Column: The benefits of hope
Commentary by Lorene Burkhart
When you hear the word expectations, what pops into your mind? It may depend on whether you are a glass half-full or a glass half-empty personality.
In a recent article that I read, the author explored the expect-the-best attitude. She explained that if we go into a meeting or social situation expecting a good, positive result, it’s more likely that we will achieve it. She adds that research shows that the human mind tends to search for evidence to support whatever it already believes. I love that idea!
Anyone who knows me would agree that I’m a very positive person. It’s not that I always expect everything to go my way, but I do expect to gain a positive outcome, even if it’s just a surprising learning experience.

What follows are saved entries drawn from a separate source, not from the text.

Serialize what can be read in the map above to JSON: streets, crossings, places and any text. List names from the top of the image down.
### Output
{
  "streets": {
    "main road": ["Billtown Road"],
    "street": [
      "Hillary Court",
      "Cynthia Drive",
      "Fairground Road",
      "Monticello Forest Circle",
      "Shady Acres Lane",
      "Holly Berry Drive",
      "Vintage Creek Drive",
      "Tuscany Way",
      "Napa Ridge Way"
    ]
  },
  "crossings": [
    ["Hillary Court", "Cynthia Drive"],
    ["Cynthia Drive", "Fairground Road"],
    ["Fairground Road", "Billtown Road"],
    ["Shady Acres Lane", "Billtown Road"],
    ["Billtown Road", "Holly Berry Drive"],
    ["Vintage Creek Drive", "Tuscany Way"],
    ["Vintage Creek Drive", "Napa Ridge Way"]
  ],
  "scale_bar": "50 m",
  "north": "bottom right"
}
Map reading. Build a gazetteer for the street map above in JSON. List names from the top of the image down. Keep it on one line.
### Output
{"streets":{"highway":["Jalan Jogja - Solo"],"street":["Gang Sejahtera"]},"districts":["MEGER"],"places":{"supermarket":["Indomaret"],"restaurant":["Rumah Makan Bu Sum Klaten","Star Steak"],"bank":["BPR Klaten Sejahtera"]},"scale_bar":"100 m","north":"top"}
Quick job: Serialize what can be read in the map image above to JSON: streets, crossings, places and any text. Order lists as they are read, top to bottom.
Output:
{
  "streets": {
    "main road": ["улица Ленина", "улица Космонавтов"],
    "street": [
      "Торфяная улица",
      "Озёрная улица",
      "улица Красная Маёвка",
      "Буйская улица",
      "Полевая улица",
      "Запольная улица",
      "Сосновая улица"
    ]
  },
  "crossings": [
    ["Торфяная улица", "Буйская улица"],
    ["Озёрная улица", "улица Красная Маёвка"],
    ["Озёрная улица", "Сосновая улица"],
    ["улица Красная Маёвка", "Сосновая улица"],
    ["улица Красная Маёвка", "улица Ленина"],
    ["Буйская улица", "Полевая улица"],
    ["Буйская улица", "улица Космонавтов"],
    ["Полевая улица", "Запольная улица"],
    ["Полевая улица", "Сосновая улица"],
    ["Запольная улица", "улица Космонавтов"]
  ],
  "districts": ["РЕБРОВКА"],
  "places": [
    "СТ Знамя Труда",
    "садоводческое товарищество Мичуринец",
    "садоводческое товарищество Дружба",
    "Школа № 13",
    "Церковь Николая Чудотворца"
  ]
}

It seems to me that the word hope should be a part of this discussion, too. Living in a retirement community provides an opportunity to observe how hope works when hopelessness could be a dominant feeling. I’m thinking of a resident who is an inspiration to everyone he encounters as he faces his final days on this earth. He has no family but has handled all of his dying details with a calmness that is reassuring to everyone around him. He expects peacefulness as he declines, because he has provided for it.
That’s the message, folks. When we do our part for positive expectations, we’ll probably enjoy the rewards. Sometimes our search has been right in front of us. We just need to reassure ourselves that it’s there.